Thursday, 12 June 2008
Thursday 12th June - When it feels as if God has let you down
DAILY BYTE
Elijah’s cave was both literal and spiritual in that it represented something of the darkness and loneliness of feeling that God had let him down.
But God finds Elijah ... even in this cave. ‘So what are you doing here Elijah?’
This question eventually pierces through his self absorbed misery. In response, Elijah launches into the same theme that he had been repeating for weeks which went something like this:
‘I have been very zealous and faithful for you God; I have done so much good! How can you let this happen to me? Evil just seems so powerful. I don’t deserve this and life is just unfair.’
If those words sound at all familiar, it is probably because you might have said a version of them yourself once or twice. God tells Elijah to go stand by the entrance of the cave because his presence is about to pass by. And then this powerful wind, a great earthquake and a mighty fire all roar by BUT God is not in any of those things.
This must have been strange for Elijah, because last time he looked God WAS in those types of things. Remember his success on Mount Carmel where God poured fire upon his sacrifice.
Is God found only in big events? In successful moments?
Truth be told, isn’t that how we all think sometimes? We think (and feel) that God is there for us when our lives go well, and the chips fall in our favour. We feel divinely blessed by God if we get that promotion, or when it all works out for us?
Don’t we tell ourselves that God is near if our prayers are answered?
But that is only a small part of a much greater truth because God is always, always there. He is also there in life’s small events – in our failures, tears and poverty, and when our prayers DON’T seem answered. Falling down doesn’t mean that God has left us, it just means that life can be both tough and unfair and that bad things happen to good people.
Even God on earth experienced a cross after all. Jesus came to earth to show us how to love and died violently as a result.

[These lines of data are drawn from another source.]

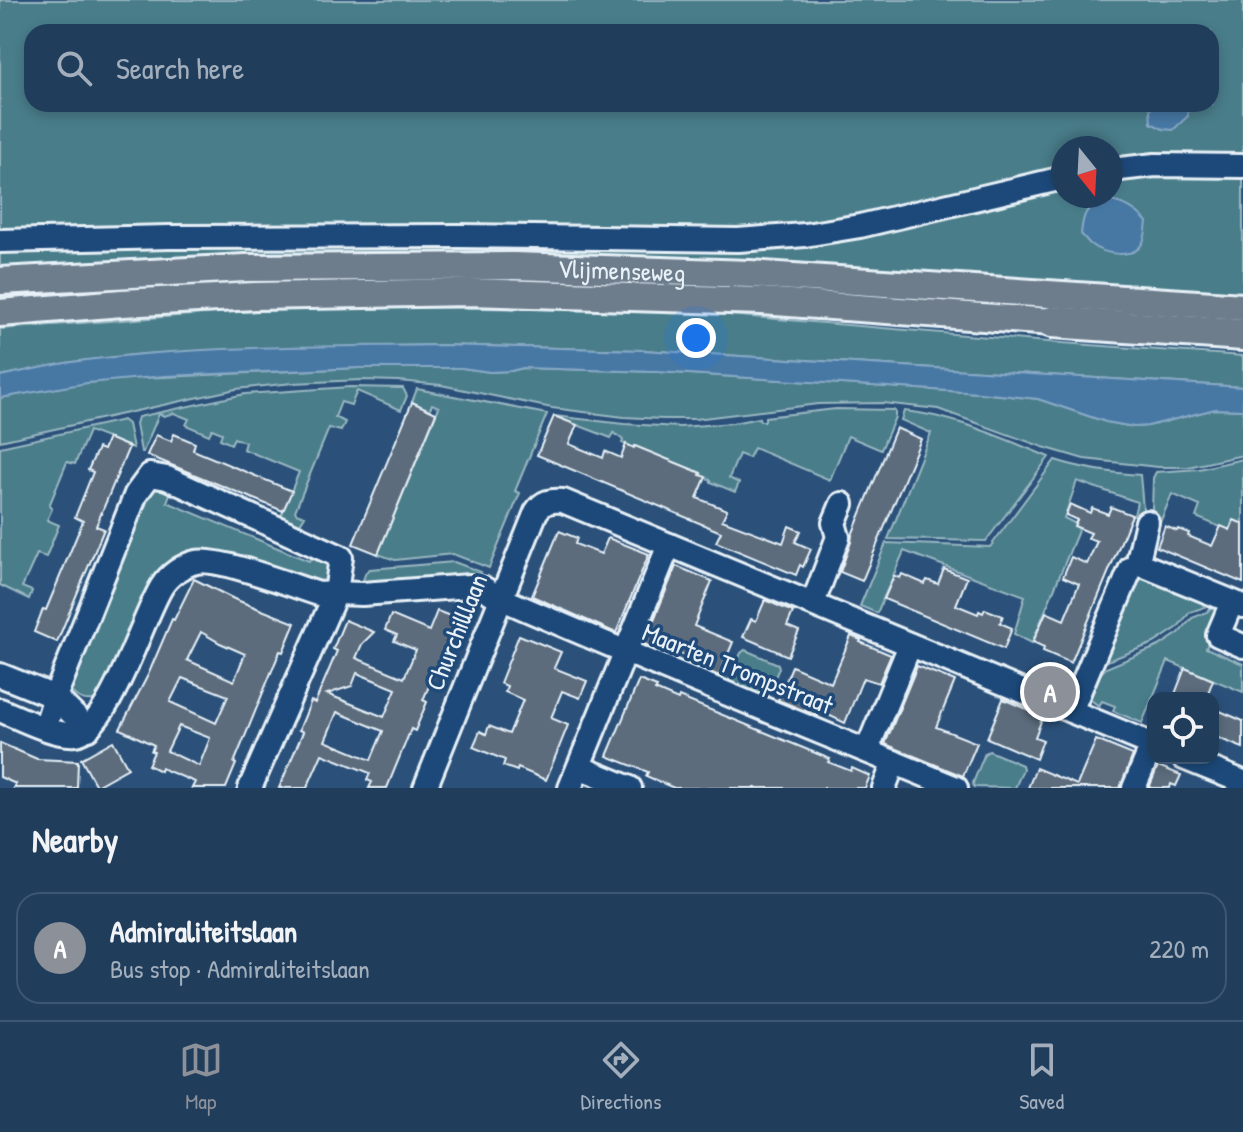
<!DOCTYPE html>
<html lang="en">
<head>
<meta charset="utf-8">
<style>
  :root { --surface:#203d5c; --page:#284462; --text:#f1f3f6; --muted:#a2aebb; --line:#3d5672; --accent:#8c9099 }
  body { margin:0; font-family:"Patrick Hand",sans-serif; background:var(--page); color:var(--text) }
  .controls { position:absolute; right:24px; bottom:24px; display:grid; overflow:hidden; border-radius:16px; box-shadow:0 4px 12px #0003 }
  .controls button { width:72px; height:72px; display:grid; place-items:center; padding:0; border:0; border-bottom:2px solid var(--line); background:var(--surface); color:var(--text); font:40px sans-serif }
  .compass { position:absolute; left:1051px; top:136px; width:72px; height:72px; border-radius:50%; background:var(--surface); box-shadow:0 4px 12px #0003; rotate:162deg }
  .you { position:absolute; left:696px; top:338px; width:28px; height:28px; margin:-20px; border:6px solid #fff; border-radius:50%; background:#1a73e8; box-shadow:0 0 0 12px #1a73e833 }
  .badge { display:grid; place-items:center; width:52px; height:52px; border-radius:50%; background:var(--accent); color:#fff; font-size:26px; font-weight:700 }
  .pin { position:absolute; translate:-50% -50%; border:4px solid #fff; box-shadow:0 2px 8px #0006 }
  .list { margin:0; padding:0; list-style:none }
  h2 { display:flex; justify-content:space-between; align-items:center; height:104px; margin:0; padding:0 32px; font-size:34px }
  h2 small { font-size:26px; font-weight:400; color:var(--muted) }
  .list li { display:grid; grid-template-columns:52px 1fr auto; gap:24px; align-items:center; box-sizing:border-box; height:112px; margin:0 16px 16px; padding:0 16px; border:2px solid var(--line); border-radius:24px }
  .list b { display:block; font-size:30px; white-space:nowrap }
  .list p { margin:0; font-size:26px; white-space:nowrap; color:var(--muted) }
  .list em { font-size:26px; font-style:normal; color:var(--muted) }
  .icon { flex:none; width:44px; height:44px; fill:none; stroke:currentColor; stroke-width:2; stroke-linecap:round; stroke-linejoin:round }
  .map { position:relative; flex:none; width:1243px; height:788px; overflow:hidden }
  .search { position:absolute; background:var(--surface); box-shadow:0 4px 12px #0003; left:24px; right:24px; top:24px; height:88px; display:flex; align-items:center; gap:20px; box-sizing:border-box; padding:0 28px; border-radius:24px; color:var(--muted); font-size:30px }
  .sheet { height:232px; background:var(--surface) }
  nav { display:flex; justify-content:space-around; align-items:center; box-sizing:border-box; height:112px; border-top:2px solid var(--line); background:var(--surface); font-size:22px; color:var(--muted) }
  nav a { display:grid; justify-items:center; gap:4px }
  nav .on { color:var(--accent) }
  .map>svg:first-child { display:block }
  .green { fill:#4a7d8a; stroke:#99b7c1; stroke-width:2; fill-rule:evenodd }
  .water { fill:#4778a4; stroke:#87a8c6; stroke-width:2 }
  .building { fill:#5c6c7c; stroke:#e8f1f8; stroke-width:2; fill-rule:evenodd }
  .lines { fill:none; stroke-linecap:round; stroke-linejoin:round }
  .minor-casing { stroke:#e8f1f8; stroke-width:28 }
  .major-casing { stroke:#e8f1f8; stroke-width:32 }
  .highway-casing { stroke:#e8f1f8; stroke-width:36 }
  .minor { stroke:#1f4a7a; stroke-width:22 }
  .major { stroke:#6d7d8c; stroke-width:26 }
  .highway { stroke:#6d7d8c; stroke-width:30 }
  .labels { text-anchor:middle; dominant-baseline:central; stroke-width:7; stroke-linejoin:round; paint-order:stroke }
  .street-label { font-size:26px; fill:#e8f1f8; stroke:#1f4a7a }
</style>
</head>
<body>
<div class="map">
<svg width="1243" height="788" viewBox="0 0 1243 788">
  <rect width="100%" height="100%" fill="#2b517a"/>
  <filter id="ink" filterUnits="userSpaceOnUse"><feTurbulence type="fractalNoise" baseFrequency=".0125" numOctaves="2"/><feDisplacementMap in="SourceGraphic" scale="16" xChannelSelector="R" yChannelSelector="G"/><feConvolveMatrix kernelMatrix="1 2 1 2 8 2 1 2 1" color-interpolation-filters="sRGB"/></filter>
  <g filter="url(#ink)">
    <g class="green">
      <path d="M0 0H1243V162L1111 165V148H1063V174L961 197 742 237 0 233ZM32 32H1211V104H32Z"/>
      <path d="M1158 176 1243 178V294L767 267 0 272V247H796L872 235 1063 189V196H1111V181Z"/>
      <path d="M189 283 252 285 0 303V296L35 292Z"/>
      <path d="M383 307 670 310 1048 342 1243 356V387L642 350 440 345 241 349 144 354 72 362 0 376V329L231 312Z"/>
      <path d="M359 368H462L490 372 511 371 523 368 658 372 980 393 1038 399 1106 422 1134 427 1148 426 1215 409 1243 410V455L1188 467H1158L1084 459 1043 447 938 409 882 403 818 404 695 419H663L624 417 552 408 441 385 398 381 362 380 293 383 236 389 0 441V398L62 386 120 379Z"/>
      <path d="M350 387 403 388 407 396 401 410 357 391 351 405 341 402 335 417 345 422 341 431 329 428 295 511 296 513 305 516 300 524 281 516 299 472 243 449 245 442 234 438 231 444 220 439 222 433 212 429 209 435 186 425 189 419 174 413 164 416 159 414 143 452H141L136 424 138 417 245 394Z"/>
      <path d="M417 389 547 414 515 491 520 493 489 568 453 554 395 560 378 554 439 407 432 404 429 411 412 402Z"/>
      <path d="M836 409 893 410 895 411V417L881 450 848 436 830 480 754 448 749 458 739 454 729 478 739 483 735 492 711 482V480L700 475 701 473 635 446 634 448 622 443 623 440 614 433 611 438 554 416 624 424 680 427 733 423 759 418 760 421H765V417Z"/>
      <path d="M904 411C955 416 1002 438 1049 457L986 541 888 539 931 433 901 420Z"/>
      <path d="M123 420 128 424 133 448 89 431 75 464 67 462 49 506 52 509 47 520 59 525 46 557 37 554 22 587 32 591 29 599 0 585V447Z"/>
      <path d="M1243 459V524L1230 531 1196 517 1200 506 1172 494 1151 544 1153 478 1156 472 1199 469Z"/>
      <path d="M1055 460C1083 469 1111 473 1140 475L1144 520 1134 515 1137 502 1077 481 1064 518 1080 526 1032 643 1014 634 1025 596 904 551 877 613 860 606 886 543 990 547Z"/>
      <path d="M156 486 171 491 167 502 309 561 311 558 321 562 324 555 330 558 327 583 322 586 194 554 100 697C89 704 76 699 69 689L144 496 151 488Z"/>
      <path d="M454 562 481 572 478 580 360 588 366 572 370 569Z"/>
      <path d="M1137 575 1209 600 1205 607 1190 612 1177 628 1154 643 1110 660 1096 668Z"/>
      <path d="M1215 603C1224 617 1212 634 1206 648L1243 664V692L1168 661 1142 723 1113 711 1115 706 1102 701 1099 706 1091 700V697L1100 674 1106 668 1159 646 1179 633 1192 618 1207 612Z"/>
      <path d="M745 650 778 664 779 668 766 699 728 683 741 653Z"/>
      <path d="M989 751 1022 765 1023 769 1015 788 974 787 973 783 985 753Z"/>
    </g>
    <g class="water">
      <path d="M1152 104H1187L1188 116 1173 130 1163 129 1151 123 1150 110Z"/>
      <path d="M1105 200C1124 203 1135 208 1147 222 1146 229 1146 236 1143 242 1135 260 1103 255 1090 244 1087 241 1084 237 1081 234 1083 214 1085 207 1105 200Z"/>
      <path d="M440 345 642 350 1243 387V410L1215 409 1148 426 1134 427 1106 422 1038 399 980 393 658 372 523 368 511 371 490 372 462 368H359L165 376 87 383 0 398V376C24 371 48 366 72 362 193 345 318 347 440 345Z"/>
    </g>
    <g class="building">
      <path d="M412 402 436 413 378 554 353 544Z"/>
      <path d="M554 416 577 425 569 444 603 458 605 451 621 458 626 444 634 448 635 446 701 473 700 475 706 477 697 498 727 510 722 520 783 543 789 526 801 531 795 542 811 549 803 567 800 565 796 575 716 542 721 532 537 455Z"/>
      <path d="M896 428 921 439 862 581 840 572 851 542 852 535Z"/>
      <path d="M174 434 195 443 193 450 292 491 283 511 147 455 156 435 171 441Z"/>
      <path d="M108 438 129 447 96 526 104 529 57 642 34 632 43 609 46 610 83 521 75 517 93 472 88 470 98 448 103 450Z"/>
      <path d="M1070 504 1090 513 1092 508 1108 514 1111 507 1132 515 1071 663 1043 651 1044 647 1033 642 1046 612 1064 620 1079 584 1063 577 1071 557 1087 564 1097 541 1088 538 1091 533 1074 526 1077 520 1066 515Z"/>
      <path d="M1234 520 1243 524V583L1157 547 1165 526 1177 531 1178 529 1189 533 1188 536 1212 546 1221 526 1230 530Z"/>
      <path d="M559 531 577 538 575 544 601 554 608 538 649 554 616 633 532 596Z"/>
      <path d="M676 566 712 581 694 626 733 642 719 676 701 668 703 662 678 653 677 658 644 644Z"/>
      <path d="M944 569 967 578 956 605 978 614 979 611 983 613 985 609 1003 616 1000 623 1012 628 1004 649 884 599 894 576 900 578 902 574 925 584 927 580 938 584Z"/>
      <path d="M194 579 234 599 295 623 283 652 280 651 234 763 236 764 226 788H192L195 782 161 768 160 771 148 765 154 752 151 751 154 745 120 729 148 675 172 619 174 620ZM201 632 220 643 245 654 234 681 187 660ZM182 678 228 696 216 723 170 702ZM179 726 210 738 199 766 167 751Z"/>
      <path d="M765 600 793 612 787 626 799 631 788 656 743 637 751 619 756 621Z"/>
      <path d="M437 611 461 620 449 649 445 648 423 700 427 702 415 731 411 729 387 788H369L372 782 367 780 370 773 322 754 307 788H279L303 732 299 730 311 701 315 703 337 651 333 649 345 620 374 632 362 644 356 658 404 678 416 650 394 641 397 635 385 630 391 615 429 631ZM357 673 396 689 384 717 327 694 352 686ZM337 712 383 731 371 760 325 741Z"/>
      <path d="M519 635 561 652 554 668 587 681 580 698 562 691 551 718 568 725 546 780 518 768 517 771 503 766 505 760 473 747 480 731 486 734 489 726 509 734 523 700 505 692 507 686 500 683Z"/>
      <path d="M851 636 861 640 860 642 891 655 879 683 863 678 845 723 820 711 818 716 778 700 792 666 831 683Z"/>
      <path d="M917 666 955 681 936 727 977 743 963 776 885 744Z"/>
      <path d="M1185 668 1213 680 1206 698H1184L1175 694Z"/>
      <path d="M639 680 657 687 655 690 678 700 679 697 830 759 828 762 851 771 852 768 870 776 865 788H674L646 776 648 772 607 756Z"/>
      <path d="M1003 699 1043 716 1035 737 1043 740 1036 759 987 738Z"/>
      <path d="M1213 708 1243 721V748L1213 736Z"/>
      <path d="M1096 740 1133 755 1120 788H1028L1036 768 1077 785Z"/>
      <path d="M113 741 128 768 96 786 81 759Z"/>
      <path d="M0 743 37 759 78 761 77 788H14L16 784 0 777Z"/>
      <path d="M1158 766 1181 775 1176 786 1171 784 1170 788H1149Z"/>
    </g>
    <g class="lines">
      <defs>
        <g id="minor">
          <path d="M1111 170 1155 165 1243 166"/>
          <path d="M0 241 169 237 460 236 738 240 805 235 860 226 1063 178"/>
          <path d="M1137 565 1147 522"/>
          <path d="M1232 602 1218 635 1243 646"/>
          <path d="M813 603 838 537 834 523 842 504"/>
          <path d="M0 675 55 697 136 494 150 475 167 478 341 557 336 593 250 788"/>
          <path d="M0 710C20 718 54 736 75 734 110 730 143 615 162 586 169 575 183 565 196 562 219 557 293 586 319 594L336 593 362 594 470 586 485 589 500 598C651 664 804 725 956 788"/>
          <path d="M1071 711 1131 568 1137 565 1145 566 1243 606"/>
          <path d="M45 728 55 697 88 729"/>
          <path d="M867 750 910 645"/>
          <path d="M1184 758 1243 782"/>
          <path d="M579 767 630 788"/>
          <path d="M425 788 536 512C543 501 551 500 563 501L1153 745"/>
          <path d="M570 788 669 545"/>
          <path d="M884 788 894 762"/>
          <path d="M1134 788 1152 745"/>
        </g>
        <g id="major">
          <path id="s1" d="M0 281 245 268 514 266 750 274 1243 307"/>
          <path d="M0 313 122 303 255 296 470 292 762 301 1052 322"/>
        </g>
        <path id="highway" d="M1052 322 1243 335"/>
      </defs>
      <use href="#minor" class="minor-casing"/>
      <use href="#major" class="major-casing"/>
      <use href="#highway" class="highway-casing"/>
      <use href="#minor" class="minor"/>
      <use href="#major" class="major"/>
      <use href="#highway" class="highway"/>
    </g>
  </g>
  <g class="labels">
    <g class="street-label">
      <text stroke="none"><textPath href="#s1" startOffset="622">Vlijmenseweg</textPath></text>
      <text transform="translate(456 632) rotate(-68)">Churchilllaan</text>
      <text transform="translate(738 668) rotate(22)">Maarten Trompstraat</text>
    </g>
  </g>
</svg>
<div class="controls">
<button><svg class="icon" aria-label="locate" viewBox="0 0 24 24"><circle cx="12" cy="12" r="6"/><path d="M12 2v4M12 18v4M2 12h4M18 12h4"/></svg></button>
</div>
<svg class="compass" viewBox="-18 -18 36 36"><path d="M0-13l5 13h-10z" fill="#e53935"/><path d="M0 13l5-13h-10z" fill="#a2aebb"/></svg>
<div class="you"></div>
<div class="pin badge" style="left:1050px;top:692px">A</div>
<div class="search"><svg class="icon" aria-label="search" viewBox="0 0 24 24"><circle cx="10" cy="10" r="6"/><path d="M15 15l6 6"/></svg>Search here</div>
</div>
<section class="sheet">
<h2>Nearby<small></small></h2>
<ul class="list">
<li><span class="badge">A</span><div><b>Admiraliteitslaan</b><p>Bus stop · Admiraliteitslaan</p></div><em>220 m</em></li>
</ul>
</section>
<nav>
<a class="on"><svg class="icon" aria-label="map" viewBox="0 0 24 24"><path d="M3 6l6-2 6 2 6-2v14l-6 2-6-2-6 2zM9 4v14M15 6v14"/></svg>Map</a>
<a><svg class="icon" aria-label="directions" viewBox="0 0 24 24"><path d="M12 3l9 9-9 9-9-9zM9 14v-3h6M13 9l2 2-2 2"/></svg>Directions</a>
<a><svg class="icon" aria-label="saved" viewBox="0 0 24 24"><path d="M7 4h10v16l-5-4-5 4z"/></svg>Saved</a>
</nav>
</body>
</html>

You cannot get more grossly unfair than that. Jesus’ prayer to ‘take this cup of suffering from me’ was answered, but in the negative.
Elijah has this to learn and he did so when there came a ‘sound of sheer silence.’ If you read the text carefully you will notice that he was still in his cave at this point. Elijah had disobeyed God’s command to go wait outside, so he hardly noticed the big and noisy events roaring by.
But at the sound of sheer silence Elijah understands. He gets it. He jumps up and runs out the cave. Elijah covers his head because he realises he is now in God’s presence – in a place of holy recognition and realisation - and this is what he realised:
That God is always there, even if our prayers and pleas receive only silence as an answer. That even if we have failed miserably, if we have run away from our responsibilities and if we have given up on God ... He will never give up on us!
How has that been true for you lately?
PRAY AS YOU GO
Lord we sometimes have a tendency to affirm your presence only in ‘the big’ – our moments of success. Help us to find you in our moments of failure and weakness and pain. Help us to know that even if our prayers seemingly bounce back to us or disappear into thin air that you are still there. Amen.
FOCUS READING
1 Kings 19. 9b-13 NIV
And the word of the LORD came to him: "What are you doing here, Elijah?"
He replied, "I have been very zealous for the LORD God Almighty. The Israelites have rejected your covenant, broken down your altars, and put your prophets to death with the sword. I am the only one left, and now they are trying to kill me too."
The LORD said, "Go out and stand on the mountain in the presence of the LORD, for the LORD is about to pass by."
Then a great and powerful wind tore the mountains apart and shattered the rocks before the LORD, but the LORD was not in the wind. After the wind there was an earthquake, but the LORD was not in the earthquake. After the earthquake came a fire, but the LORD was not in the fire. And after the fire came a gentle whisper. When Elijah heard it, he pulled his cloak over his face and went out and stood at the mouth of the cave.
Then a voice said to him, "What are you doing here, Elijah?"